- _TASK TO CARRY OUT_: Copy every line below that has the word "column" in it.

(Stored items)
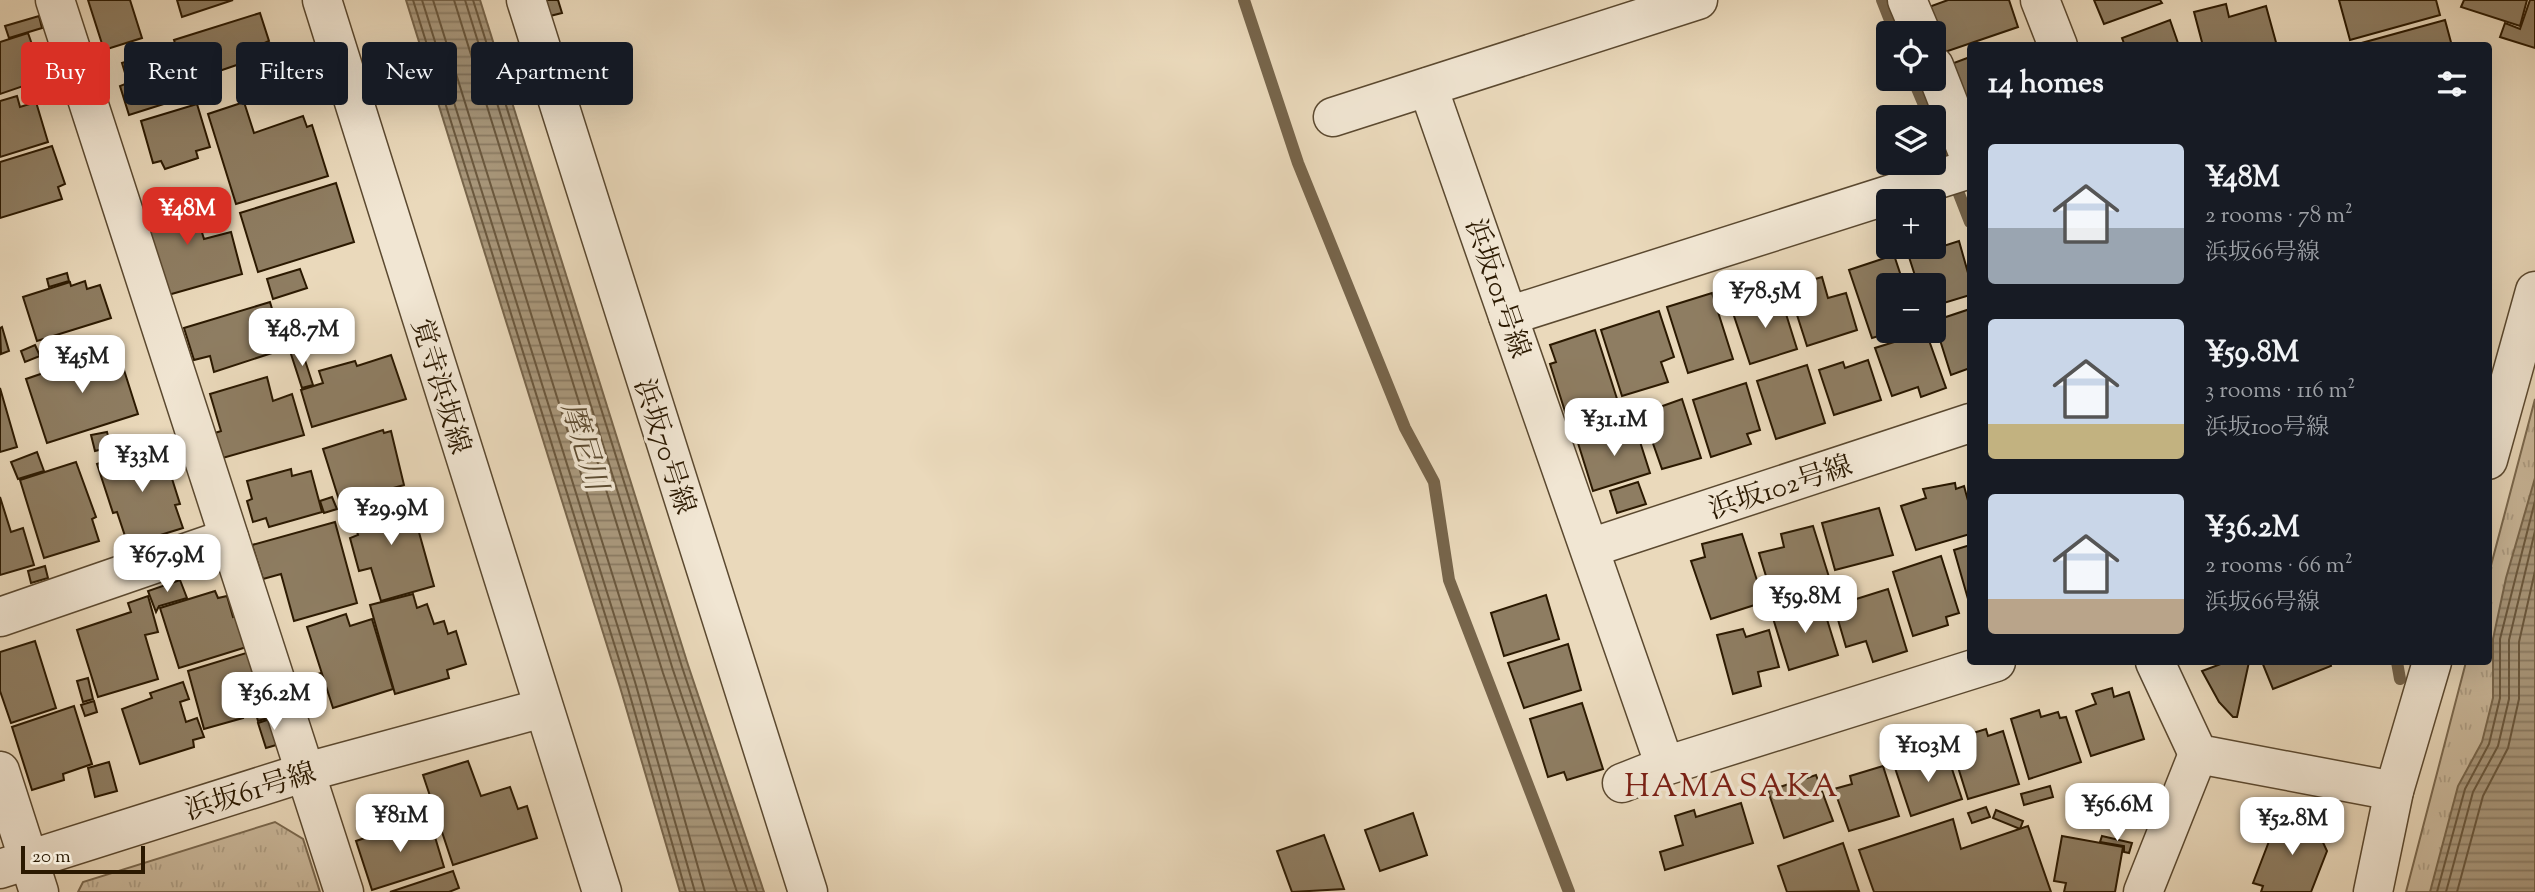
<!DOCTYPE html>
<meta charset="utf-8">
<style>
:root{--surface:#171b24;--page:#20242c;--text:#f1f3f6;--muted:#9ea1a6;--accent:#d93025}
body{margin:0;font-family:"Sorts Mill Goudy","Noto Serif JP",serif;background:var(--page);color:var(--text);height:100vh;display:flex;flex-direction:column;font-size:26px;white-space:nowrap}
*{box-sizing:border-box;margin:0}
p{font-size:23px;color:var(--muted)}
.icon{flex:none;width:38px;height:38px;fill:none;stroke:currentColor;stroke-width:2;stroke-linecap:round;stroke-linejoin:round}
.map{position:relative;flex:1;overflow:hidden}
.sheet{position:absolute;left:1967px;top:42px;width:525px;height:623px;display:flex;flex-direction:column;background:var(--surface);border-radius:7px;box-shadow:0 7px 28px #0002}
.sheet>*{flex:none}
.top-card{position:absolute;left:21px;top:42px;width:665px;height:63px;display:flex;gap:14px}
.fabs{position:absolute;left:1876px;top:21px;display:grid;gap:14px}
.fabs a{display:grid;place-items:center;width:70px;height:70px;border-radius:7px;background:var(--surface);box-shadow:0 7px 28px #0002;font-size:35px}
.scale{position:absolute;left:21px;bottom:18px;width:124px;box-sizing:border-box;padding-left:7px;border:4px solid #2b1901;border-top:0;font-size:19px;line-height:24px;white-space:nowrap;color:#2b1901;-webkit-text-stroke:5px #f1e6d3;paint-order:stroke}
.price{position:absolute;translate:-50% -60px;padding:0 16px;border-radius:14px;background:#fff;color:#222;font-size:23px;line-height:46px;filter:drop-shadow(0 2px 4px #0008)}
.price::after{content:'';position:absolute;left:50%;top:42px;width:21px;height:16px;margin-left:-10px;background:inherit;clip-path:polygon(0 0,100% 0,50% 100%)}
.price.current{background:var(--accent);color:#fff}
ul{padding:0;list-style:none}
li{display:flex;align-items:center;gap:21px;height:175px;padding:0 21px}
li span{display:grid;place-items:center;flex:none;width:196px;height:140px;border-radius:7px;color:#555}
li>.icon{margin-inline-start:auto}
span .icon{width:84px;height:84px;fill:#fffc;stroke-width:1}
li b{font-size:30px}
h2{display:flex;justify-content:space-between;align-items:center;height:84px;padding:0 21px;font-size:30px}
.pill{padding:0 24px;border-radius:7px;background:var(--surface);box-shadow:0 7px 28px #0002;font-size:24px;line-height:63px}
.pill.current{background:var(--accent);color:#fff}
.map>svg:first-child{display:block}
</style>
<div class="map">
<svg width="2535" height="892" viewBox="0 0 2535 892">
<defs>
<pattern id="grass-tufts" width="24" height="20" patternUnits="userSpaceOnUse" patternTransform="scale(1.75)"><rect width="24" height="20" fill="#cab89b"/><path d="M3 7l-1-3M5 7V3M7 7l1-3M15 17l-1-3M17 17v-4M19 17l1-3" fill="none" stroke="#ae9e84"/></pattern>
<pattern id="water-rules" width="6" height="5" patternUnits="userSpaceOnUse" patternTransform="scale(1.75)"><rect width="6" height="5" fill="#a9987c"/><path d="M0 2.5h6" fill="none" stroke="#8a7b63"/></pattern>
</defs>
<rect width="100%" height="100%" fill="#ead9bb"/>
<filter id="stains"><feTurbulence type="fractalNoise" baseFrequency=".00286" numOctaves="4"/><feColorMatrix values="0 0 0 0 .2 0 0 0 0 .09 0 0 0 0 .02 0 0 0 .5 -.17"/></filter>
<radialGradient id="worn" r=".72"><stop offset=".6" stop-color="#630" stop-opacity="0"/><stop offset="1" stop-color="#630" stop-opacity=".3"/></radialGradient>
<g fill="url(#grass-tufts)" stroke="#7a684e" stroke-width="2">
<polygon points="2535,399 2535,892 2406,892 2466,662 2488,662 2489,573"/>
<polygon points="275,822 303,839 320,892 78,892 83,882"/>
</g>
<g fill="url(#water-rules)" stroke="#77654b" stroke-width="2">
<polygon points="406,0 480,0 688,665 764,892 680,892 620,687"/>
<polygon points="2535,478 2535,892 2430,892 2458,786 2482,742 2493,698 2493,639 2506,578"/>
</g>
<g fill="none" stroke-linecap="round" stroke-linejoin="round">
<g stroke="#6a583e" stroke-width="2">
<polyline points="413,0 627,685 686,892"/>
<polyline points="422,0 635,682 695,892"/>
<polyline points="433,0 645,679 705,892"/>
<polyline points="454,0 663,673 737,892"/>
<polyline points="465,0 673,670 748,892"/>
<polyline points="473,0 682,667 757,892"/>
<polyline points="2437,892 2465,789 2489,744 2500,698 2500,639 2535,501"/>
<polyline points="2446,892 2473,792 2498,746 2509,699 2509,640 2535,531"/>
<polyline points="2457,892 2483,796 2508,748 2519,699 2519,642 2535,571"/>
</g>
<g stroke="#77654b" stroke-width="12">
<polyline points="1244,0 1298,163 1405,428 1434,482 1449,580 1569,892"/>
<polyline points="1882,0 1895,33"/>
<polyline points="1913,79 1929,117"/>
<polyline points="1934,130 1970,222"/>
<polyline points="2397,662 2400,679"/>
</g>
</g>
<g fill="#8e7d62" stroke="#2b1901" stroke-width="2">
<polygon points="88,0 130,0 142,38 104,50"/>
<polygon points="177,0 233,0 182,17"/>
<polygon points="545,0 558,0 562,13 550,16"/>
<polygon points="1948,0 2009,0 2018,27 1942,53 1926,8"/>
<polygon points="2094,0 2160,0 2162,3 2104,24"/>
<polygon points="2339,0 2436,0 2440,15 2350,40"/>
<polygon points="2464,0 2527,0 2520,26 2461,7"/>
<polygon points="2530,0 2535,0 2535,48 2500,37 2505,23 2520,29"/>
<polygon points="2226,4 2229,17 2266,6 2277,46 2203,46 2194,12"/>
<polygon points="260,13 269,41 262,44 266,55 196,79 188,54 179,56 174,40"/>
<polygon points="39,16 42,28 9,38 5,26"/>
<polygon points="2170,20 2179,46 2125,46 2122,38"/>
<polygon points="2445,20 2452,46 2359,46 2358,44"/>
<polygon points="28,33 44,79 0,94 0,42"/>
<polygon points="174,47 192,95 129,115 120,86 128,83 122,63"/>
<polygon points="1970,57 1970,119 1951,64"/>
<polygon points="17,96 20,107 36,102 48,142 0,157 0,101"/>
<polygon points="244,102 254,133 303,116 307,127 312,125 328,176 236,204 208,114"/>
<polygon points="197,104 210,147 196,151 198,158 165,169 161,161 153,163 141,121"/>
<polygon points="52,146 65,184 58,187 62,199 0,218 0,162"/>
<polygon points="336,183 354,242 258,272 240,213"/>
<polygon points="183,193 193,228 200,226 204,239 231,232 242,274 168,295 139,206"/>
<polygon points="1959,241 1970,280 1970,295 1934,306 1934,285 1918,285 1909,257"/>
<polygon points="1894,255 1904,285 1888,285 1888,331 1896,331 1872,338 1849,270"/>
<polygon points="300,269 307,288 273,299 267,279"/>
<polygon points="67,273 69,281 49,287 47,279"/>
<polygon points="1822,277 1828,298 1846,293 1857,330 1807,346 1788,287"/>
<polygon points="85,281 87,289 100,285 111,318 37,341 23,297 70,282 71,286"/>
<polygon points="1712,293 1733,359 1688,373 1667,307"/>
<polygon points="1781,298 1797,349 1750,364 1732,310"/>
<polygon points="270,302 284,349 214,372 210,356 194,360 184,328"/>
<polygon points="1970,309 1970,368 1951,375 1934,321"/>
<polygon points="1659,311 1674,357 1661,362 1668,382 1622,396 1601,330"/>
<polygon points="2,327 9,351 1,354 0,328"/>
<polygon points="1595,330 1619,405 1568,421 1550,364 1556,362 1550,345"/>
<polygon points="1926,332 1946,388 1921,397 1918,387 1892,396 1875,348"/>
<polygon points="35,345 40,356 25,362 21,351"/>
<polygon points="117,348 138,414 47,443 26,379 64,366 63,360 87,352 89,358"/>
<polygon points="301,348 313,385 302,388 290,351"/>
<polygon points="391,355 406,399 312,427 301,390 323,383 319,371 355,361 357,366"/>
<polygon points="1868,360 1881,400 1834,415 1819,370 1843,362 1845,368"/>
<polygon points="1807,365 1825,423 1776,439 1757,381"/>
<polygon points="267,377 273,401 292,394 304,435 219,459 212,434 221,431 210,394"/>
<polygon points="1746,383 1760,430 1747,434 1751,444 1711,457 1693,400"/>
<polygon points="0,388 17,447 0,452"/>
<polygon points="1682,399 1701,458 1662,469 1644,418 1658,414 1657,408"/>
<polygon points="1635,426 1650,473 1593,491 1578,443"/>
<polygon points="383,430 384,433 391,431 404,485 340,503 323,449"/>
<polygon points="107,432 111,447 95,451 91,435"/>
<polygon points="161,444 180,504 175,505 183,528 128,545 117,512 113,513 97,464"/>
<polygon points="37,452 44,471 18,479 11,462"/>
<polygon points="76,462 96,517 92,519 99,541 44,558 20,480"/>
<polygon points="291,469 292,476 311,471 322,512 269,527 266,518 253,522 247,501 252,499 247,481"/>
<polygon points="1638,482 1646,504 1617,513 1610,491"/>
<polygon points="1955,483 1956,489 1964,486 1970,508 1970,534 1916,550 1901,506 1926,498 1923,489"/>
<polygon points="408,493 434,586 381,601 371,568 359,571 350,538 358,535 351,509"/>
<polygon points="0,497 11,532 23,528 34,565 0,575"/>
<polygon points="332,497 337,509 324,513 320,501"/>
<polygon points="1879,508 1893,555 1835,570 1822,523"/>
<polygon points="335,522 357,603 294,621 281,574 263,579 252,545"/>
<polygon points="1813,526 1829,577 1772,596 1759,553 1784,547 1781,534"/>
<polygon points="1742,534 1764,602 1711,619 1691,561 1705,557 1702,544"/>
<polygon points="1970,545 1970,606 1954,550"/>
<polygon points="1941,556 1959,613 1946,617 1948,625 1913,636 1893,572"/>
<polygon points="45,566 48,578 31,583 28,571"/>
<polygon points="180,580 187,598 159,606 156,612 148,591"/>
<polygon points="1888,589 1907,651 1873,662 1866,641 1846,647 1834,606"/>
<polygon points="215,591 218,598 227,596 233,617 244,614 253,645 179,668 160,608"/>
<polygon points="413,594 417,608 427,604 434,624 444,621 448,634 456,631 466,664 447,670 449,678 395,694 370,605"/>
<polygon points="1546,595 1559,639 1504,656 1491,613"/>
<polygon points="148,596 158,632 145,635 158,679 98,697 77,630 131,612 128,603"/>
<polygon points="1821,600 1838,655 1789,670 1772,615"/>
<polygon points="346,614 350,626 372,619 393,689 333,708 307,627"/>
<polygon points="1743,629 1746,637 1769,630 1779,667 1758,672 1761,686 1733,694 1717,635"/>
<polygon points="35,641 56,708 11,723 0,691 0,652"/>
<polygon points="1568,644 1581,690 1524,708 1508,663"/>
<polygon points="256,650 267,690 238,699 243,718 204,729 188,671"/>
<polygon points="2226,662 2249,662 2237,717 2233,717 2219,702 2202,671"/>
<polygon points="2262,662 2330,662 2331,666 2273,689"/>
<polygon points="321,673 326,690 296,699 291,682"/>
<polygon points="88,678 93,699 83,702 77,681"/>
<polygon points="183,682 189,699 180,702 186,722 197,718 204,737 193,740 194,747 140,764 122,709 152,698 150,693"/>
<polygon points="2112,688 2114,697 2129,692 2144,739 2091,756 2076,711 2096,704 2092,694"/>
<polygon points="274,694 281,714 258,721 252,700"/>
<polygon points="94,701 97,712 85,716 81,705"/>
<polygon points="1582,703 1603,769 1567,780 1564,772 1548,777 1530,719"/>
<polygon points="74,706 92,764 63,774 64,780 32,790 12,727"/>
<polygon points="2039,710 2041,717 2058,712 2060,718 2066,717 2081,762 2029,779 2011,719"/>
<polygon points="282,715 290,741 266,748 258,723"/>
<polygon points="1986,729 1988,736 2003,731 2019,784 1968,799 1952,748 1959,746 1957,738"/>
<polygon points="1946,751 1962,799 1911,816 1895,768"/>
<polygon points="468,761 481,796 510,787 518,809 527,806 537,838 453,865 423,775"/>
<polygon points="109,762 117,791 95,797 88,768"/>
<polygon points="1883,766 1899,816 1849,831 1834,789 1852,784 1850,776"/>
<polygon points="1816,775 1833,821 1784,838 1768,791"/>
<polygon points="2050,786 2053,797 2024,805 2021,794"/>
<polygon points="1741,803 1753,843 1665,870 1660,852 1683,845 1675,816 1694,810 1696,817"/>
<polygon points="1986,807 1990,817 1972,823 1968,813"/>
<polygon points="1996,810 2023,821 2020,829 1993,818"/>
<polygon points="2281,810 2314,823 2327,851 2311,892 2261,892 2263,886 2253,883"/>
<polygon points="1413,813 1427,855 1380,871 1365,830"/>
<polygon points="429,817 444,867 372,890 356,841"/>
<polygon points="1953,819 1961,849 2028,826 2051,892 1874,892 1859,850"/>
<polygon points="1324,835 1344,889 1292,892 1277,851"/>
<polygon points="2062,836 2123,847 2115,892 2064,892 2066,883 2054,881"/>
<polygon points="2102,836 2132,843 2129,853 2124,852 2124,846 2100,842"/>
<polygon points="1843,843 1859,891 1787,892 1778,866"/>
<polygon points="453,871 459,888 449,892 390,892"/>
</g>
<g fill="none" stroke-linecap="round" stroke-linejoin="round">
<g stroke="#5b4930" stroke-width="41">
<g id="minor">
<polyline points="55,0 344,892"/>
<polyline points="322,0 602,892"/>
<polyline points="526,0 808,892"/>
<polyline points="1907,0 1921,33"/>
<polyline points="2040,0 2058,46"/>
<polyline points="1934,66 1970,158"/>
<polyline points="1428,87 1665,766"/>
<polyline points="1333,117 1698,0"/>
<polyline points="1508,316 1970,169"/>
<polyline points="2488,460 2535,291"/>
<polyline points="1590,548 1970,423"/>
<polyline points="0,617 229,538"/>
<polyline points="2155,662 2198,754 2394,791"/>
<polyline points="0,771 39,892"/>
<polyline points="1622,783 1665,766 1996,662"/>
<polyline points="0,869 306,772 543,708"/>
<polyline points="2143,892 2198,754"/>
<polyline points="2373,892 2394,791 2432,662"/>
</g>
</g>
<use href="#minor" stroke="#f1e6d3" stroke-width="38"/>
</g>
<g text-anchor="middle" stroke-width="7" stroke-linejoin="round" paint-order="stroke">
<g font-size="28" fill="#2b1901" stroke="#f1e6d3">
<text transform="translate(1499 288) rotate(71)" y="10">浜坂101号線</text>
<text transform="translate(442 386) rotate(73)" y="10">覚寺浜坂線</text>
<text transform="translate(666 446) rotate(72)" y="10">浜坂70号線</text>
<text transform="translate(1780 486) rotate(-18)" y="10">浜坂102号線</text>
<text transform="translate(250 790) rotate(-17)" y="10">浜坂61号線</text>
</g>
<g font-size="30" font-style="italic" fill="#5d4c32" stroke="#f1e6d3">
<text transform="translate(585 446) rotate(73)" y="10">摩尼川</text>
</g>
<g font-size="32" letter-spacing="2" fill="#7a1f14" stroke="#f1e6d3">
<text x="1732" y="796">HAMASAKA</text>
</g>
</g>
<rect width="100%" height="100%" filter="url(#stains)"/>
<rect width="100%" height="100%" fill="url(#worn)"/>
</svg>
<div class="fabs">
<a><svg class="icon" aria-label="locate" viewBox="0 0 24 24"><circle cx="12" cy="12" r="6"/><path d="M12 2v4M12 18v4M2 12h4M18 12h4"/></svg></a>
<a><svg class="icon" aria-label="layers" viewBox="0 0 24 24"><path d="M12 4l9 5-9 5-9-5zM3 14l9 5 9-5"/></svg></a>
<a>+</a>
<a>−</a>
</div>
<div class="scale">20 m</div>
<b class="price current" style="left:187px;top:247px">¥48M</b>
<b class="price" style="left:1765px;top:330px">¥78.5M</b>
<b class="price" style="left:302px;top:368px">¥48.7M</b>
<b class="price" style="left:82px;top:395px">¥45M</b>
<b class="price" style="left:1614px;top:458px">¥31.1M</b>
<b class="price" style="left:142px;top:494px">¥33M</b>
<b class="price" style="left:391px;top:547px">¥29.9M</b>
<b class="price" style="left:167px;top:594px">¥67.9M</b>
<b class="price" style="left:1805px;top:635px">¥59.8M</b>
<b class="price" style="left:274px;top:732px">¥36.2M</b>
<b class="price" style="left:1928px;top:784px">¥103M</b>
<b class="price" style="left:2117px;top:843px">¥56.6M</b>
<b class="price" style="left:400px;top:854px">¥81M</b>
<b class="price" style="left:2292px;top:857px">¥52.8M</b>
<div class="top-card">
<a class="pill current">Buy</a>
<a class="pill">Rent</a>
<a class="pill">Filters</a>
<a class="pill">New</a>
<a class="pill">Apartment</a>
</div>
<section class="sheet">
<h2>14 homes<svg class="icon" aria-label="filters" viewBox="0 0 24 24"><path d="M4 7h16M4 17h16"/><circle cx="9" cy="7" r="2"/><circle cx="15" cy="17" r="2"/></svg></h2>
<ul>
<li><span style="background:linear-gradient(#c9d6e8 60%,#9aa5b1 0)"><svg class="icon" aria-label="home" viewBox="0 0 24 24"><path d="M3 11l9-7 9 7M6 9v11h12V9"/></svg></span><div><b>¥48M</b><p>2 rooms · 78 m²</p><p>浜坂66号線</p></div></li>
<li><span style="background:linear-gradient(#c9d6e8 75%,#c2b280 0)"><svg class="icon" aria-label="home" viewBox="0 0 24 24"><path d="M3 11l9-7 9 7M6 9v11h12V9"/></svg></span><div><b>¥59.8M</b><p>3 rooms · 116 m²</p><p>浜坂100号線</p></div></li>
<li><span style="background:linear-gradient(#c9d6e8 75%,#b9a48a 0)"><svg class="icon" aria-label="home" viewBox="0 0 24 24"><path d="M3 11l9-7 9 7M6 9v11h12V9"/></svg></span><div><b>¥36.2M</b><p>2 rooms · 66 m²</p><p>浜坂66号線</p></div></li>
</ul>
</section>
</div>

- _RESPONSE TO THE TASK_:
body{margin:0;font-family:"Sorts Mill Goudy","Noto Serif JP",serif;background:var(--page);color:var(--text);height:100vh;display:flex;flex-direction:column;font-size:26px;white-space:nowrap}
.sheet{position:absolute;left:1967px;top:42px;width:525px;height:623px;display:flex;flex-direction:column;background:var(--surface);border-radius:7px;box-shadow:0 7px 28px #0002}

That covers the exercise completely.